Um allerdings den richtig großen Reibach zu machen, gibt es mehrere gefinkelte Mechanismen. Die Mehrgleisigkeiten ja die Stärke fast aller Spiele von Wolfgang Kramer . Da ist einmal der Multiplikator-Effekt: Je mehr Märkte ich insgesamt erschließe, umso mehr Punkte gibt es bei den zwei Wertungen. Kleinere Herden an mehr Märkten sind meist besser als große Herden an wenigen Märkten. In der Wirtschaftssprache ausgedrückt (weil Hazienda ein Wirtschaftsspiel ist): Diversifikation ist angesagt. Dann gibt es noch den Verknüpfungs-Effekt. Als kluger Hazienda-Spieler muss ich auch das Umfeld einbeziehen, das meine Herden hat. Gibt es auf dem Weg zum Markt Wasserstellen? Die bringen wichtige Zusatzpunkte! Und das Beste ist, dass ich mein Kapital auch dafür einsetzen kann, neue Wasserstellen zu bauen. Ein Investment, das sich in aller Regel lohnt.
Was zu tun ist
Nach der Materialkunde betrachten wir einmal näher einen Spielzug. Mit einem Basispaket an zufällig verteilen Spielkarten ausgestattet, darf ich maximal drei Aktionen in einem Zug ausführen. Die Reihenfolge ist dabei ausnahmsweise einmal egal, ich darf bestimmte Aktionen auch mehrlmals in einem Zug ausführen.
Mit Tierkarten beginne oder vergrößere ich eine Herde (die immer aus den gleichen Tieren bestehen muss!), indem ich pro Karte dann einen Tierchip auf ein freies Feld lege. Mit Landplättchen (Chips) besetze ich auf der rundum verlaufenden Kette ein entsprechendes Feld. Eine Herde kann immer nur von hier aus, wo ich bereits Landschaftsfelder besetzt habe, begonnen werden. Die Anzahl der Felder, die zwischen dieser Landschaftskette und den Märkten liegt, ist unterschiedlich. Man muss sich also eine Taktik zurechtlegen, in welche Richtung man vorstoßen will. Und dabei ist auch entscheidend, dadurch eventuell den Mitspielern den Weg abzuschneiden und sie von einem Markt oder einer Wasserstelle fern zu halten.
Basis sind die Karten
Natürlich ist es auch bei Hazienda so wie in jedem Spiel, das auf Karten basiert, dass man nur selten genau die Karten auf der Hand hat, die man sich wünscht. Um neue, vielleicht bessere Karten zu erhalten, gibt es die beiden Auslagen - so sind immer vier Tierkarten und vier Landschaftskarten aufgedeckt. Eine oder auch mehrere davon auf die Hand zu nehmen, kostet natürlich jeweils eine der drei möglichen Aktionen, die einem pro Spielzug zur Verfügung stehen. Man muss sich also immer entscheiden, wie viele Aktionen investiere ich im Moment in Zukäufe, um diese Karten in der nächsten Runde auszuspielen, oder spiele ich im Moment lieber gleich das aus, was ich schon habe. Es wird immer wieder vorkommen, dass man schweren Herzens doch Variante zwei wählt, um einem Mitspieler einen Strich durch seine Rechnung zu machen.

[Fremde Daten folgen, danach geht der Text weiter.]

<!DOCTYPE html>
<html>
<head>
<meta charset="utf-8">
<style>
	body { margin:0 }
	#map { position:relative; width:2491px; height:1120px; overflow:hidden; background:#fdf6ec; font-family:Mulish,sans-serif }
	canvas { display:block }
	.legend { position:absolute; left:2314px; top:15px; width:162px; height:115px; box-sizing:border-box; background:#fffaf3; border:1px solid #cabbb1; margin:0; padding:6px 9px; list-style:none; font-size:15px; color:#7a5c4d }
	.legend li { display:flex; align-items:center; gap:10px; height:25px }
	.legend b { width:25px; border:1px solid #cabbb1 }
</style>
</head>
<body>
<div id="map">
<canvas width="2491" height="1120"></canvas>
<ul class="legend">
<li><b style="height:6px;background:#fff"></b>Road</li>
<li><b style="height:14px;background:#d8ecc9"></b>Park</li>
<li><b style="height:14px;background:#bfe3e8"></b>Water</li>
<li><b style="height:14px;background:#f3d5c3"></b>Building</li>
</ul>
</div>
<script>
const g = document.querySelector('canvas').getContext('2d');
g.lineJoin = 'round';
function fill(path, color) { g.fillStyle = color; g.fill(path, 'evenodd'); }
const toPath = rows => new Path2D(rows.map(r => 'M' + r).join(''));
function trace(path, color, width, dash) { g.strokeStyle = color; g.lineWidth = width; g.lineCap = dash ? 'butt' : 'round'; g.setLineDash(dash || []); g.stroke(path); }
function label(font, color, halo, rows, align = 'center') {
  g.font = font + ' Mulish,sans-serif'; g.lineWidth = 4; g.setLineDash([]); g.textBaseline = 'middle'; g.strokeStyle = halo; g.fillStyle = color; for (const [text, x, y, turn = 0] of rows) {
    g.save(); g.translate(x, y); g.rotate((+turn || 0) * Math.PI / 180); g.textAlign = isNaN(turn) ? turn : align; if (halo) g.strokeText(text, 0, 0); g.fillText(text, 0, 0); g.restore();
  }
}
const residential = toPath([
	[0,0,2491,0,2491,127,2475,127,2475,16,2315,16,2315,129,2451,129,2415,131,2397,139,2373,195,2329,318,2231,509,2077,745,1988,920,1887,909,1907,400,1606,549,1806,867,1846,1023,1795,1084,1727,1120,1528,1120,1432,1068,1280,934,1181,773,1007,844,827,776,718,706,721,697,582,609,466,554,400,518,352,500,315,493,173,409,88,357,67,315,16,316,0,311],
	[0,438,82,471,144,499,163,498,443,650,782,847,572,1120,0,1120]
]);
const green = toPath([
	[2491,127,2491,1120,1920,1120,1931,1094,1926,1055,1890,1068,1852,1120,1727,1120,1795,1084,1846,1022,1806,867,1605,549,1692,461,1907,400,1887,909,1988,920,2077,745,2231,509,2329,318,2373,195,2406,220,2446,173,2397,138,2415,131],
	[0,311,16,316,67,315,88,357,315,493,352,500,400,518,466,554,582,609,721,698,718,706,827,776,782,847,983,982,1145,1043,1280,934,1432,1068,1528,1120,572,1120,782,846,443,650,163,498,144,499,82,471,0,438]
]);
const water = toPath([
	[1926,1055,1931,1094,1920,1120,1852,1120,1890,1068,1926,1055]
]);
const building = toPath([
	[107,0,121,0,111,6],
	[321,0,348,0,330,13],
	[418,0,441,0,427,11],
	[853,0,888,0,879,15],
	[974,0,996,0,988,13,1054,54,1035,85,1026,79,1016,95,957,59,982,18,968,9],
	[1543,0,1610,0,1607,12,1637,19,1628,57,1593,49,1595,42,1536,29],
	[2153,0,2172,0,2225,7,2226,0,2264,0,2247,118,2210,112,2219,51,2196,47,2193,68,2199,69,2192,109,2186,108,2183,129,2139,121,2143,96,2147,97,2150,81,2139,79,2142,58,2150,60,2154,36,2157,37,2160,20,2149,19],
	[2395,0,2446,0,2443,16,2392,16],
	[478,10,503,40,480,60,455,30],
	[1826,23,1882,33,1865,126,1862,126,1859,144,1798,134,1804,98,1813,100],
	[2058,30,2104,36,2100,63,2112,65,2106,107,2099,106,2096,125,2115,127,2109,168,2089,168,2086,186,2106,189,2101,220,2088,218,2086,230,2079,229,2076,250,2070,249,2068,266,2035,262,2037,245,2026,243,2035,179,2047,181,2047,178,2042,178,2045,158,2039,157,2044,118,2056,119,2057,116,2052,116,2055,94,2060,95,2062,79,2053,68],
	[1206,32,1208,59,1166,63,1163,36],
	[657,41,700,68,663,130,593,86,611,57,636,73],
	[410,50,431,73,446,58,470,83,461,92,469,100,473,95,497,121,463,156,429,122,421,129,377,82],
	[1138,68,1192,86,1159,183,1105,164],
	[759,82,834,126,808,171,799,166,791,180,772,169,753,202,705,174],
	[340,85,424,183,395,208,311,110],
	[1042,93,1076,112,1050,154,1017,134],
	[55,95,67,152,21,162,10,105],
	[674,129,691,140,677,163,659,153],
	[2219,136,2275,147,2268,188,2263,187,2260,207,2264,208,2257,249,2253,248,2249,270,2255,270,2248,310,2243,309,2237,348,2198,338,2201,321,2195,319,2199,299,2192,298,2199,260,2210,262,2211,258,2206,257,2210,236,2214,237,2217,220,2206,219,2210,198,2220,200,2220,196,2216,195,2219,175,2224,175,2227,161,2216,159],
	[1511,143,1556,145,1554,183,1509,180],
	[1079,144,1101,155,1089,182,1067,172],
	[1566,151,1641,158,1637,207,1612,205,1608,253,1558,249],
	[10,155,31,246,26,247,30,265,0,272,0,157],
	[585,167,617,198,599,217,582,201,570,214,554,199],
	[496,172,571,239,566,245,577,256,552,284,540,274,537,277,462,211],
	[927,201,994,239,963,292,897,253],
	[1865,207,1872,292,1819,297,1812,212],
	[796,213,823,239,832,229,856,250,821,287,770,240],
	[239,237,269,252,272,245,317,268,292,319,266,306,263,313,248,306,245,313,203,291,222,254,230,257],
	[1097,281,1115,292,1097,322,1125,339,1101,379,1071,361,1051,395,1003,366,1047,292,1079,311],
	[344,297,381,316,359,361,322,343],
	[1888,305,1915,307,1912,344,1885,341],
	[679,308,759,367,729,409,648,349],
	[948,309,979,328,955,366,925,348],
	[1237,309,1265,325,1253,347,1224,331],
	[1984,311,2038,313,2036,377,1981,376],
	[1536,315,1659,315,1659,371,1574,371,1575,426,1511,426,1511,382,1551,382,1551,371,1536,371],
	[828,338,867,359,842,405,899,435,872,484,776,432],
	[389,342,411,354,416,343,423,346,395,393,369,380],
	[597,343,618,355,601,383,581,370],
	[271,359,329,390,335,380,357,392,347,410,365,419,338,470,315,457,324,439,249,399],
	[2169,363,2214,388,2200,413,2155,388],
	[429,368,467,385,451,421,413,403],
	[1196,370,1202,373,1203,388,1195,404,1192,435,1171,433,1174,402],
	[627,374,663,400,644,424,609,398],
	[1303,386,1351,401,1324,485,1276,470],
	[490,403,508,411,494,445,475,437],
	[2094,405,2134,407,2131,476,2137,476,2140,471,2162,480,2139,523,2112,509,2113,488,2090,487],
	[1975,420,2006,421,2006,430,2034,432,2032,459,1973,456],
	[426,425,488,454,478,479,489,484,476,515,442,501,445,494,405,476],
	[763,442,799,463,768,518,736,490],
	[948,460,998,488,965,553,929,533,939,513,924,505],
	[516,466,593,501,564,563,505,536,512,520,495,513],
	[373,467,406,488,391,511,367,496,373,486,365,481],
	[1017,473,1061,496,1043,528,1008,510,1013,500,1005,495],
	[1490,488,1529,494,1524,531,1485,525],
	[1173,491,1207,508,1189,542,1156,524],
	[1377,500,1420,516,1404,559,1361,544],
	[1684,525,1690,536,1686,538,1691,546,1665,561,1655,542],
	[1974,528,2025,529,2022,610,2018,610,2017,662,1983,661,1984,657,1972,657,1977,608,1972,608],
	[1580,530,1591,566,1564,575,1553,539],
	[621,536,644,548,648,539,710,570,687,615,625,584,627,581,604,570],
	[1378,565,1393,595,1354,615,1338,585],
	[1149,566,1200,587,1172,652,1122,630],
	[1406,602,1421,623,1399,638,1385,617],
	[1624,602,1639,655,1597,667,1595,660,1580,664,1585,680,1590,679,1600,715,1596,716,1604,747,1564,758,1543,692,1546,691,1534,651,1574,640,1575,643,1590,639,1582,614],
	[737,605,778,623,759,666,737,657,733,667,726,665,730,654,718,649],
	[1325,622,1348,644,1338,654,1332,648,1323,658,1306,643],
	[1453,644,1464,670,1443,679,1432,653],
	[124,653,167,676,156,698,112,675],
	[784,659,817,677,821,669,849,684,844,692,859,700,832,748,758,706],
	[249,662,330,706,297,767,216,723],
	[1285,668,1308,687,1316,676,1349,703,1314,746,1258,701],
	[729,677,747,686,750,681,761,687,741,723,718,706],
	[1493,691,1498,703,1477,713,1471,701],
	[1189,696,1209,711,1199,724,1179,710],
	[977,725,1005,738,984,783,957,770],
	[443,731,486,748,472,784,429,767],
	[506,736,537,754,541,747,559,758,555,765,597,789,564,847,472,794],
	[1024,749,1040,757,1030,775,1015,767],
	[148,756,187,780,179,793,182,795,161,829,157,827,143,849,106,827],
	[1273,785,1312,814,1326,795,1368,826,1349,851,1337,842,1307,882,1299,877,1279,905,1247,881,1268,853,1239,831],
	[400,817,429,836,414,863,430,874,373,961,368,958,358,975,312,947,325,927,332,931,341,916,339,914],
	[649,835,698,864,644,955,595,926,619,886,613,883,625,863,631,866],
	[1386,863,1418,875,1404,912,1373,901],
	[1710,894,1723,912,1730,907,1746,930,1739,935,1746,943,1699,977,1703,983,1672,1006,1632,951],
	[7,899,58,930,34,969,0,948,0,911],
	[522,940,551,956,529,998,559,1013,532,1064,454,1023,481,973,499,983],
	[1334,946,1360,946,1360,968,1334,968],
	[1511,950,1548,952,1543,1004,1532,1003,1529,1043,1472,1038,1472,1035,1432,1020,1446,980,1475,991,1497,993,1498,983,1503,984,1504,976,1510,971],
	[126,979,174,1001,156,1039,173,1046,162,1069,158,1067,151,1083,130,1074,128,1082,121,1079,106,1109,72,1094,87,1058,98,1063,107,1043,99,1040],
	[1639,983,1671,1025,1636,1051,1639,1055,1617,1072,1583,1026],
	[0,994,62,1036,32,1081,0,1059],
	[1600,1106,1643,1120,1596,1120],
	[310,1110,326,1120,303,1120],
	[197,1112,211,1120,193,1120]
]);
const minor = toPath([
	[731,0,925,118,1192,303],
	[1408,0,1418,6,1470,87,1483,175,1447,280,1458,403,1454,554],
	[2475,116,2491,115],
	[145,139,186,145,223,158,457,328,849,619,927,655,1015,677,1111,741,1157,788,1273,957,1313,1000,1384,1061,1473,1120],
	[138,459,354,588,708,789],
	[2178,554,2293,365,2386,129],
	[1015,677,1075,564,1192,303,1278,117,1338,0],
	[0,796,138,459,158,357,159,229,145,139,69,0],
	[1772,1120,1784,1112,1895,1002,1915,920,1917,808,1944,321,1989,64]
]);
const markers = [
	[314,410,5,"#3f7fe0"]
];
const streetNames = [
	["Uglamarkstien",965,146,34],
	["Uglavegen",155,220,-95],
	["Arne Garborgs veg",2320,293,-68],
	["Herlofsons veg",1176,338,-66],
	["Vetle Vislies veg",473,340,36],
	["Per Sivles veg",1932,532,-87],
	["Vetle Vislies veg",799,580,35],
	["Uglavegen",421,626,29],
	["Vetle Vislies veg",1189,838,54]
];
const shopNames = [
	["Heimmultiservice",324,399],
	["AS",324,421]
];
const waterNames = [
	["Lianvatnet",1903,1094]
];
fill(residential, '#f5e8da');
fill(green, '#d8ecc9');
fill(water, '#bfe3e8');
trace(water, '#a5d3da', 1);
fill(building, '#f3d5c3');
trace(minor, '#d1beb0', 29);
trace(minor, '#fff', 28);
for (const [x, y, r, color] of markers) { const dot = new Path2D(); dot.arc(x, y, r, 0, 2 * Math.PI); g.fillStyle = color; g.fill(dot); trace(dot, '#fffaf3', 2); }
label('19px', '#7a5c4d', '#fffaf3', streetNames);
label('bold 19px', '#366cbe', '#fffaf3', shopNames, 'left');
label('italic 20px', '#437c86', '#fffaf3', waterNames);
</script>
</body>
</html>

Hazienda ist spielerisch vielschichtig angelegt. Den Grundmechanismus hat man nach zwei, drei Runden trotz des vielen Materials und der vielen Möglichkeiten verinnerlicht. Aber dann stehen einem mehrere Wege offen, ans Ziel zu gelangen. Es haben auch die Tests bewiesen, dass die Spieler praktisch immer auf verschiedenen Strategien unterwegs waren.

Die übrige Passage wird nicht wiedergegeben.